Sunday, June 13, 2010
Hiroshima by John Hersey: A Book Review
On August 6, 1945, America dropped the first atomic bomb on Hiroshima, Japan. Thousands of innocent civilians were killed. In this powerful book, John Hersey tells the story of six survivors.
Miss Toshinki Sasaki, a clerk in the personnel department of the East Asia Tin Works, had just turned her head to chat with the girl at the next desk.
Dr. Masakazu Fujii, a physician, had just sat down to read the paper on the porch of his private hospital.
Mrs. Hatsuyo Nakamura, a tailor's widow, was watching a neighbor from her kitchen window.
Father Wilhelm Kleinsorge, a German priest, lay on a cot in the mission house reading a Jesuit magazine.
Dr. Terufumi Sasaki, a young surgeon, walked along a hospital corridor with a blood specimen for a Wasserman test.

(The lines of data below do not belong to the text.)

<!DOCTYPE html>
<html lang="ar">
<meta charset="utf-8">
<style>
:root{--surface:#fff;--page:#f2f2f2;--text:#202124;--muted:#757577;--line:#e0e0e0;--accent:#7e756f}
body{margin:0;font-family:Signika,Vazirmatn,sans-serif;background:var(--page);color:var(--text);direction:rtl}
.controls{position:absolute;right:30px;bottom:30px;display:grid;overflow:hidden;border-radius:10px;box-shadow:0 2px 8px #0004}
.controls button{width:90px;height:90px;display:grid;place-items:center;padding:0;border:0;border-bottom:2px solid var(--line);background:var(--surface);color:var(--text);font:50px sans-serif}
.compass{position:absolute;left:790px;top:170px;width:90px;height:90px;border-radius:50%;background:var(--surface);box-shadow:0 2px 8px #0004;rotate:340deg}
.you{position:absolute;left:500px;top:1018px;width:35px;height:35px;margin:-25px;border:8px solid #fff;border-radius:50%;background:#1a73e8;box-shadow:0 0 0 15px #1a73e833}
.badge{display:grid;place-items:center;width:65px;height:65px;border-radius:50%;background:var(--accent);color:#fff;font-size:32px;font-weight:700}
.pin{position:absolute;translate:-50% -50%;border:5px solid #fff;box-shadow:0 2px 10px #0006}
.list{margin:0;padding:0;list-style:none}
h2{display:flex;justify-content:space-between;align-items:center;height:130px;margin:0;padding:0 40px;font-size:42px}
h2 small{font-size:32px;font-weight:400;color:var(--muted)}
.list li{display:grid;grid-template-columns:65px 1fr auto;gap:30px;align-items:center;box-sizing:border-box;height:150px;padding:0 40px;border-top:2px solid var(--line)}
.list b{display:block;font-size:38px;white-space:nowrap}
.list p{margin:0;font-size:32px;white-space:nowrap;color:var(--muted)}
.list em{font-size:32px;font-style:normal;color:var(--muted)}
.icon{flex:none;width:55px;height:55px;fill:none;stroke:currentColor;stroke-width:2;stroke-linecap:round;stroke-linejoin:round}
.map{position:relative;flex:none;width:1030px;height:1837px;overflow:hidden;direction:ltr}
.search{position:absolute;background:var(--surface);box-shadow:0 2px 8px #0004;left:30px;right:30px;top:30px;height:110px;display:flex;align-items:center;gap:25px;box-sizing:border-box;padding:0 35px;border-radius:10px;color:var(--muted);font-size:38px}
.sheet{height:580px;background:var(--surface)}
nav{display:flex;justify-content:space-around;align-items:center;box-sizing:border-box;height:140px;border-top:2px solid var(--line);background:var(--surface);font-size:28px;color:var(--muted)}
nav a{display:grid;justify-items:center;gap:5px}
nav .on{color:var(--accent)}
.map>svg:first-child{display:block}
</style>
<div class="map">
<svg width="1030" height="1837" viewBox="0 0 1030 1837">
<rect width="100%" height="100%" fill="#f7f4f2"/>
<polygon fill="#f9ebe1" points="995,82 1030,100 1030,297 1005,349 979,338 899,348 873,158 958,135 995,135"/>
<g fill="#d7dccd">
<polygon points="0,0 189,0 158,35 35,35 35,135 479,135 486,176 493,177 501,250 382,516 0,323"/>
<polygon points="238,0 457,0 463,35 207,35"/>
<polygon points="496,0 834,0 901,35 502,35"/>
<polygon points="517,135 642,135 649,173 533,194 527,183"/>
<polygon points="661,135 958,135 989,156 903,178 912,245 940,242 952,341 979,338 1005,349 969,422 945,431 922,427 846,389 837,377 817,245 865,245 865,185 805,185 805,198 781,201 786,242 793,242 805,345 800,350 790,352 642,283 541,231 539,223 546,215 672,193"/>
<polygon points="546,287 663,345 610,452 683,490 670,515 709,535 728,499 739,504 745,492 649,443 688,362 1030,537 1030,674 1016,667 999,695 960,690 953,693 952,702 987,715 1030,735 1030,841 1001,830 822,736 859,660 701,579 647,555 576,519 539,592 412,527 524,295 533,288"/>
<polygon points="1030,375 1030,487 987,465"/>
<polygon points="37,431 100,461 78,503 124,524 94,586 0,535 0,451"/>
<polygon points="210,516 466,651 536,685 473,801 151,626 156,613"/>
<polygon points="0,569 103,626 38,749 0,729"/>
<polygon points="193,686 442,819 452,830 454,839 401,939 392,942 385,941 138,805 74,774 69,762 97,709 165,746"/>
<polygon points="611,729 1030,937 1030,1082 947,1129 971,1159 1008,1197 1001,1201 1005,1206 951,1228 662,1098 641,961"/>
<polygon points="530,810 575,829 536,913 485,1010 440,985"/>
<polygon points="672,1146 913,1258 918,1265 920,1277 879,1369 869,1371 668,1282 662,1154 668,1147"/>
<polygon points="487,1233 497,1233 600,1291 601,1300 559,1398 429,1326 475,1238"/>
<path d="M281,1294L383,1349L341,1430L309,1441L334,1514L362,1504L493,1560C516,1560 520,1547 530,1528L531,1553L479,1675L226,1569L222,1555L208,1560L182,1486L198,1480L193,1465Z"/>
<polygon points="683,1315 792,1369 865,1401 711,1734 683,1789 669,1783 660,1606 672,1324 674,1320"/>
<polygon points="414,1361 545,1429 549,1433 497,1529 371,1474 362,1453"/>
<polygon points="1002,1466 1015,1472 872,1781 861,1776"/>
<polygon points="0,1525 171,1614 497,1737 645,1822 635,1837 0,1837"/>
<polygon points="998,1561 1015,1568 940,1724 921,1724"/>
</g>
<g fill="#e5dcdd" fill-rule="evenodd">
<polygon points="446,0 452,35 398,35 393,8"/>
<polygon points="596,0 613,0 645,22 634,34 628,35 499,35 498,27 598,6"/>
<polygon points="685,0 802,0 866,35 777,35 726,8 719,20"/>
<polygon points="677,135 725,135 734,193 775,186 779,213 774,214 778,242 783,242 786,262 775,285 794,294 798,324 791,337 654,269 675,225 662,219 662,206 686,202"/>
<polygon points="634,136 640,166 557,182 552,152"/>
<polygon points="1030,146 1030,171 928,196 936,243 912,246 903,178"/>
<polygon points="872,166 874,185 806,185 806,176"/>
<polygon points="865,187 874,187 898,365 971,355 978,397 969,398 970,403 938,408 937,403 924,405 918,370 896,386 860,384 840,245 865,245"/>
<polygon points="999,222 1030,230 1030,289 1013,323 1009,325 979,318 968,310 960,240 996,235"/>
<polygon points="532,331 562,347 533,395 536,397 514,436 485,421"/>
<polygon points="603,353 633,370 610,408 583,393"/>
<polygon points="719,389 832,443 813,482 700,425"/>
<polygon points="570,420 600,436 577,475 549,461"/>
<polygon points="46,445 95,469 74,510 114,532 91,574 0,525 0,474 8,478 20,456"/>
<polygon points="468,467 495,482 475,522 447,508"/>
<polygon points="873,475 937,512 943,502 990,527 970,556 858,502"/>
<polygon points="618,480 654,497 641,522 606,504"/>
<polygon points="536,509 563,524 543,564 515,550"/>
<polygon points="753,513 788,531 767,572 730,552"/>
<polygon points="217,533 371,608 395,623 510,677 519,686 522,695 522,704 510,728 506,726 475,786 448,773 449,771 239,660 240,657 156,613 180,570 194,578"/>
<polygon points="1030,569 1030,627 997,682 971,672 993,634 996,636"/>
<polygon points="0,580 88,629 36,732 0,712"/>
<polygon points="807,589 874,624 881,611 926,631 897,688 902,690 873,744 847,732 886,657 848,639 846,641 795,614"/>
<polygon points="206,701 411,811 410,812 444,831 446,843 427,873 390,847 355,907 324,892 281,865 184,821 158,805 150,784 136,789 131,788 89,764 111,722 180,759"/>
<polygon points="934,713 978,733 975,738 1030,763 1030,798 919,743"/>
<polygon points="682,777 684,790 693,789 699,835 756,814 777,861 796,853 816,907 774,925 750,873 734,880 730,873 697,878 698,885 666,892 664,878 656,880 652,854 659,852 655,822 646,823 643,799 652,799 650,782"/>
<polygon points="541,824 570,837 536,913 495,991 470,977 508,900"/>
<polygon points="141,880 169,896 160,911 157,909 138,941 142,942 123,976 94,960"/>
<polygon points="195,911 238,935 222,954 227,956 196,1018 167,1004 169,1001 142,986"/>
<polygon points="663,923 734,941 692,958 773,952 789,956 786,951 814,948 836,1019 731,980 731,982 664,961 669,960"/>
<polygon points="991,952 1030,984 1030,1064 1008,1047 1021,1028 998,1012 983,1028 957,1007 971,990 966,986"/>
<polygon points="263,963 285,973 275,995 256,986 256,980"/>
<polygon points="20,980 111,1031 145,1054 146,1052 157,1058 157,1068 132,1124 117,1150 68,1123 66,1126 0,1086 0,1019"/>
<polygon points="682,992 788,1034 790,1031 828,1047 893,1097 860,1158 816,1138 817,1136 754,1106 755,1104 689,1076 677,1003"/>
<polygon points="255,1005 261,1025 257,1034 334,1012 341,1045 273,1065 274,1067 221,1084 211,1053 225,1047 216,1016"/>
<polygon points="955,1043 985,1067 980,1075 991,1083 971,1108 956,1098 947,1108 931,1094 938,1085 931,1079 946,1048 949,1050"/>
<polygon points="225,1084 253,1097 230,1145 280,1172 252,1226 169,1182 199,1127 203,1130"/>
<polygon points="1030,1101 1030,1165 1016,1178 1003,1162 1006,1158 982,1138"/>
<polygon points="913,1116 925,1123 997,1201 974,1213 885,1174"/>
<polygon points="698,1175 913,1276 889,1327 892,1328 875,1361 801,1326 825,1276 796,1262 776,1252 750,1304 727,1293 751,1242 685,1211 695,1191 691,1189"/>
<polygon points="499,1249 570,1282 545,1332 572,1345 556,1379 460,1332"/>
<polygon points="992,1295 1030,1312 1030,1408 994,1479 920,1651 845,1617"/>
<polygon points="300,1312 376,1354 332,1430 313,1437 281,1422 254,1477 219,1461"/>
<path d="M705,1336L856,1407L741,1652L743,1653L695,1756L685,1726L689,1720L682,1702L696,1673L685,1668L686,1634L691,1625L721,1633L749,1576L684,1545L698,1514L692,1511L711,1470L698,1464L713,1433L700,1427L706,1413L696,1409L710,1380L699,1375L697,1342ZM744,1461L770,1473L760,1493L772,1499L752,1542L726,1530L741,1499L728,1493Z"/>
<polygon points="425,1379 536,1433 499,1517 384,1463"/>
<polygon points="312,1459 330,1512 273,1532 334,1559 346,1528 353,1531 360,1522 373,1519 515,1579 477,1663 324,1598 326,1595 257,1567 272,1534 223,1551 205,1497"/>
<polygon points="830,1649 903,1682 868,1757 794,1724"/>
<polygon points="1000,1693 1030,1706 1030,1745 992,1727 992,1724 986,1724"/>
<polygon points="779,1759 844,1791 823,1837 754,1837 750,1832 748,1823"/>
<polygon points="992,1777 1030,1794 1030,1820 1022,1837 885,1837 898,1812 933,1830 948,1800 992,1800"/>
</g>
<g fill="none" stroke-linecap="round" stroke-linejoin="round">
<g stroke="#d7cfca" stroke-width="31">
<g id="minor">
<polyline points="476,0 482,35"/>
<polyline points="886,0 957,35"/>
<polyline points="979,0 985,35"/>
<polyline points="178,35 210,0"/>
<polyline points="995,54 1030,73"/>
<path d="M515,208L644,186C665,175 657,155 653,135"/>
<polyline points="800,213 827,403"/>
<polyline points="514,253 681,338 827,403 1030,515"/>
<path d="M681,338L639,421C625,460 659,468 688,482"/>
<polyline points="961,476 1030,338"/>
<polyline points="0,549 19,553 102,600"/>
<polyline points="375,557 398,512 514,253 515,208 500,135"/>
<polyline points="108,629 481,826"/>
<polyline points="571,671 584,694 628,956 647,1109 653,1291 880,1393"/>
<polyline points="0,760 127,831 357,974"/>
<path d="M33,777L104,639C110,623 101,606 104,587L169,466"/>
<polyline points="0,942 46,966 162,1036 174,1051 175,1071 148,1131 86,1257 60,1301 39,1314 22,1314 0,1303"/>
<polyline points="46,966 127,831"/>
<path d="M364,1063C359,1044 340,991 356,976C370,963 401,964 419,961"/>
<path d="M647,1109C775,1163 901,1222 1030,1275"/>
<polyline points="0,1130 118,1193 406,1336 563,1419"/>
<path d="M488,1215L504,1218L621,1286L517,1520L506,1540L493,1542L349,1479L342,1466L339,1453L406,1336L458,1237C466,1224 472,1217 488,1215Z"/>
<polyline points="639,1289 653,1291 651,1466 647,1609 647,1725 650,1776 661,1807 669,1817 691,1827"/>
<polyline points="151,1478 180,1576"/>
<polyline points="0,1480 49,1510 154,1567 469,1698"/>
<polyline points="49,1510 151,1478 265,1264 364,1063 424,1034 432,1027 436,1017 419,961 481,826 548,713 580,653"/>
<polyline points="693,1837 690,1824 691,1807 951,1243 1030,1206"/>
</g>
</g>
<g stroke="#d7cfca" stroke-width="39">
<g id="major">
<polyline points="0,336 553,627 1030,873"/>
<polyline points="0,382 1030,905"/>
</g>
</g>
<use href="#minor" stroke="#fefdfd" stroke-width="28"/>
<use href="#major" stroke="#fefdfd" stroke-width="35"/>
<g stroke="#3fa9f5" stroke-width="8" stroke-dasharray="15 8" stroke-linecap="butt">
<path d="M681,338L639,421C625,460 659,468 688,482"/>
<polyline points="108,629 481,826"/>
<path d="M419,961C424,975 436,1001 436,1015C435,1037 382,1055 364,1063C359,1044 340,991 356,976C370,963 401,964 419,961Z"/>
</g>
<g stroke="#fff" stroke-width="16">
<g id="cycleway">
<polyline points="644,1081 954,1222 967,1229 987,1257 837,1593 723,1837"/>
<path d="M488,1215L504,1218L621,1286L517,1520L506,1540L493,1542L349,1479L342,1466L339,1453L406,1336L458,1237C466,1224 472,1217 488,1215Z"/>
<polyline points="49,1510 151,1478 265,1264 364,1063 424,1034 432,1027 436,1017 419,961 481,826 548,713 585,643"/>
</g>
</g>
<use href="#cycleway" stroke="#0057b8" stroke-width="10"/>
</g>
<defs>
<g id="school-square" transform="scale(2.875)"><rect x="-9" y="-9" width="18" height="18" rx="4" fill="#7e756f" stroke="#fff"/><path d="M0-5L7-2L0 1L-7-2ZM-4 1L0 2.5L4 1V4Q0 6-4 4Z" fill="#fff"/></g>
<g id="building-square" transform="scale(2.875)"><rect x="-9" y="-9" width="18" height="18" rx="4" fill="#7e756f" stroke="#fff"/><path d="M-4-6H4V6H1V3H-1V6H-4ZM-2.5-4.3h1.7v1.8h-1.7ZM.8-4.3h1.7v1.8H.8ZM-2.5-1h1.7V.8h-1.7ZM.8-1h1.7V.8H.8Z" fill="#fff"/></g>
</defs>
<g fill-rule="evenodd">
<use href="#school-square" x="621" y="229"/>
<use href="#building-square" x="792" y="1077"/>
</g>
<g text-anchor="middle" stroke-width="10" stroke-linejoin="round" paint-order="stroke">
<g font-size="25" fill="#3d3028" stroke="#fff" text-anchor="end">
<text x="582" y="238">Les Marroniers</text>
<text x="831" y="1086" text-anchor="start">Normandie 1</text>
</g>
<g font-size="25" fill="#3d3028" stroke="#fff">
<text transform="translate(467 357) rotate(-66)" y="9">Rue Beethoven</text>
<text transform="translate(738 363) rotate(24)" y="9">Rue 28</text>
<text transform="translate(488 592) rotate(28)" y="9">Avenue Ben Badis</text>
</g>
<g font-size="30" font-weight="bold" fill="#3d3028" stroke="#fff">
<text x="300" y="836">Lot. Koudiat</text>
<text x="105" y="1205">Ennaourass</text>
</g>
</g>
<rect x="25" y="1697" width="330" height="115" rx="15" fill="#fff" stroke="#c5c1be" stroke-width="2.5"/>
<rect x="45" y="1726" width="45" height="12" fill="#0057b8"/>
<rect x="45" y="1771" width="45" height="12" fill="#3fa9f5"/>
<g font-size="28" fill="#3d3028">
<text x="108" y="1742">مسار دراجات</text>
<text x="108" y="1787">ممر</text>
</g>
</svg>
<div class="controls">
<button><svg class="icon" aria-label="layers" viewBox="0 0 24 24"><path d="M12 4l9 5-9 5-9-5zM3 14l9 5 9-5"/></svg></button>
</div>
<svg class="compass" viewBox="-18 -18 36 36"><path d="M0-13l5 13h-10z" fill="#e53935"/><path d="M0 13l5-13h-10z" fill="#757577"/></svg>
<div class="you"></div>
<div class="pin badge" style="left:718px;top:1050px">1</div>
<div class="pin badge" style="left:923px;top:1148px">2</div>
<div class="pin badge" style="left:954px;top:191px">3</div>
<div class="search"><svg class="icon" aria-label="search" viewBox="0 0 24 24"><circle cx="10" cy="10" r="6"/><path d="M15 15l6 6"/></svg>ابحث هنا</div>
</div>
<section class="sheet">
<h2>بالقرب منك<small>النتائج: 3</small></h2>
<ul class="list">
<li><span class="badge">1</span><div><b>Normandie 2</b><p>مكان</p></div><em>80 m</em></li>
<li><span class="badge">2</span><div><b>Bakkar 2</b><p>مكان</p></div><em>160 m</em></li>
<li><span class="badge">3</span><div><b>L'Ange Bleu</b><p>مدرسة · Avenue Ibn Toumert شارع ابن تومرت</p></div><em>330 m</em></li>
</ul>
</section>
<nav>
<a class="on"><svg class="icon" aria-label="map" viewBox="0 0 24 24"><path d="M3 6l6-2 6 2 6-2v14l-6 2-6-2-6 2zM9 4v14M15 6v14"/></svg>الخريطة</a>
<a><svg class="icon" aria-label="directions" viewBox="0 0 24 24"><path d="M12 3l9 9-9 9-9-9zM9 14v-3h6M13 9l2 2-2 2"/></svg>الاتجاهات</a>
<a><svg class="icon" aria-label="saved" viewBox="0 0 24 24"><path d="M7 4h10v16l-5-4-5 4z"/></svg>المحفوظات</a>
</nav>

The Reverend Mr. Kiyoshi Tanimoto, pastor of the Hiroshima Methodist Church, was about to unload a cart of clothes at a rich man's home in the suburbs.
In an instant, the lives of theses six men and women would change forever. Some were injured; some, the lucky, were merely confused and disoriented. But they did all they could to help others in more trouble than them--the young orphans and the terribly maimed, showing true spirit and selflessness in the face of horrible destruction.
The first four chapters of the book are about what happened to the six during and directly after the bomb blast And in the moving final chapter, Hersey goes back to Japan nearly forty years after the disaster at Hiroshima to examine the aftermath of the bomb, and to discover what life for the survivors was like after the war.